**Exercise prompt:**
Every line of the listing below needs to be reproduced exactly.

***** Data section *****

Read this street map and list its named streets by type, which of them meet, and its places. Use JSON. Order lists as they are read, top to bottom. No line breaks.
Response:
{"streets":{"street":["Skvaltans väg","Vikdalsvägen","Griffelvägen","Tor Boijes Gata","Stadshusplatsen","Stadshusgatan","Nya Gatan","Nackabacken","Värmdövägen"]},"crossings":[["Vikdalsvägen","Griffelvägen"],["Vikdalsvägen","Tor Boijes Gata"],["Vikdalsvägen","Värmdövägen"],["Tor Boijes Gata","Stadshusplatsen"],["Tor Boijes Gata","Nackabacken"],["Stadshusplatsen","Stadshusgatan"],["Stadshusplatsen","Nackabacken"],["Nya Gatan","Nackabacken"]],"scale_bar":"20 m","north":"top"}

*****

**Response:**
Read this street map and list its named streets by type, which of them meet, and its places. Use JSON. Order lists as they are read, top to bottom. No line breaks.
Response:
{"streets":{"street":["Skvaltans väg","Vikdalsvägen","Griffelvägen","Tor Boijes Gata","Stadshusplatsen","Stadshusgatan","Nya Gatan","Nackabacken","Värmdövägen"]},"crossings":[["Vikdalsvägen","Griffelvägen"],["Vikdalsvägen","Tor Boijes Gata"],["Vikdalsvägen","Värmdövägen"],["Tor Boijes Gata","Stadshusplatsen"],["Tor Boijes Gata","Nackabacken"],["Stadshusplatsen","Stadshusgatan"],["Stadshusplatsen","Nackabacken"],["Nya Gatan","Nackabacken"]],"scale_bar":"20 m","north":"top"}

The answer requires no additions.